Then again, apparently the Golden Dawn predicted a century or so ago that the end of the world would happen in 2010.  We survived that one, too.  I've heard Pat Robertson said the same for 2007.  A lot of people thought January 1, 2000, would be our official End of Record marker.  We've stared down about a dozen apocalyptic prophecies thanks to the combined efforts of Harold Camping and the Jehovah's Witnesses.  And frankly I refuse to bother with a count of all the times people have claimed that their interpretation of the works of Nostradamus says that the world must end on a certain date.

It's nothing new.  The Romans thought the ending would come somewhere around 600 years B.C., based on the theory that Romulus had seen 12 eagles, and each eagle represented 10 years, and so basic math (if you can do basic math with all those Ms and Cs and Xs and Is) gave Rome 120 years from its founding to exist and then die.  Yep, really.  Later another Roman, Pope Innocent III, said that the world would end 666 years after the rise of Islam, in a year that passed by apocalypse-free a thousand years ago, give or take a few dozen.  Returning the favor, the head of the Nation of Islam predicted that the Gulf War of the early 1990's would be the "War of Armageddon."

Nope.  Still here, guys.

No end in sight, then, but rather a continued turning of the wheel.

No grand ending of doom is in sight, that is.  We mortals, I think, have a difficult time looking at the passage of time as one long string.  We need endings, and we also need beginnings, because without them life wouldn't make much sense when bookended between our own beginning at birth, and our own ending at--well, at the other end.   We often, as a result, manufacture our own endings, and what flows naturally from an ending is another beginning. 

So which is it, then?  Does this self-manufactured mark at the New Year point to a beginning, or an ending?  The answer is fairly simple; it's both.  The year 2012, when it began, offered us all sorts of promises for what it might bring.  I was certain, for example, that it was heralding my becoming a famous (and wealthy) author who could buy a private (and perpetually warm) island where I could do nothing but drink and write.  Clearly, that didn't happen.  But other, less grand, promises were fulfilled by what was truly a great year.  I've already listed some of them on a post a few days ago, but other stuff happened as well.  Through Kiva.com, for example, I played a part in helping an Argentinian lady launch a business.  Through my day job, I played a part in helping well over a hundred people become trained and certified and launched into new careers. 

One of the news agencies labeled 2012 the year of 'meh.'  Their point was that nothing all that grand happened in the year.  I disagree. 

It was a pretty good year.

And it's over.  Done.  Ending.  Tomorrow, in fact.

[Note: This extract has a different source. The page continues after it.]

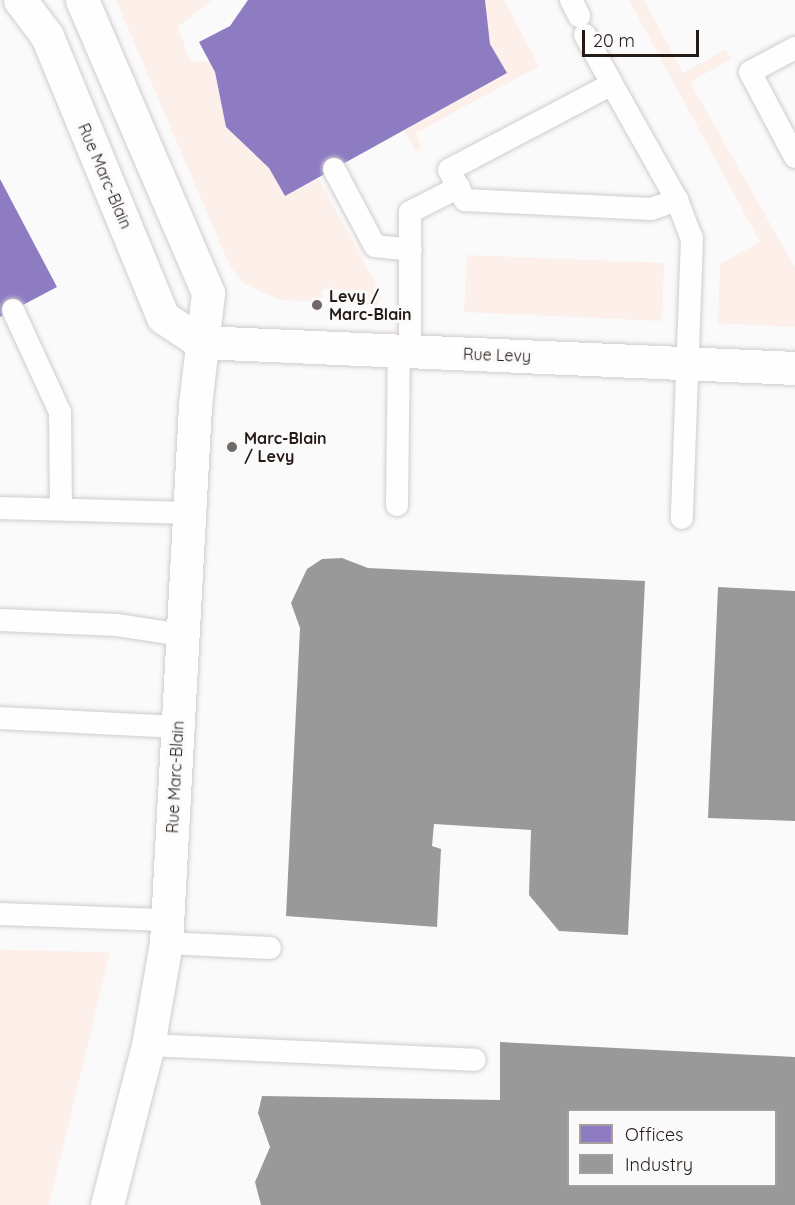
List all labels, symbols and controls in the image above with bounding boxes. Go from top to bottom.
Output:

That brings us to the beginning.  The year 2013 isn't nearly as round a number as 2012, which is probably why I haven't heard any grand prophecies regarding the year to come.  And odd as it is, it's not a prime number either.  It just--is.

And yet, it's gonna be great.

I'm still working on the goals for next year.  Hopefully you have, or are going to have, some too.  If you haven't yet sat down to consider where 2013 will take you, please do so with me over the next 24 hours or so.

As much as we loved (or didn't, depending on your own experiences) the year 2012, let's get it ended so we can get on with a fresh new beginning.  

2013, beginning in just a couple of days, is going to be our best year ever.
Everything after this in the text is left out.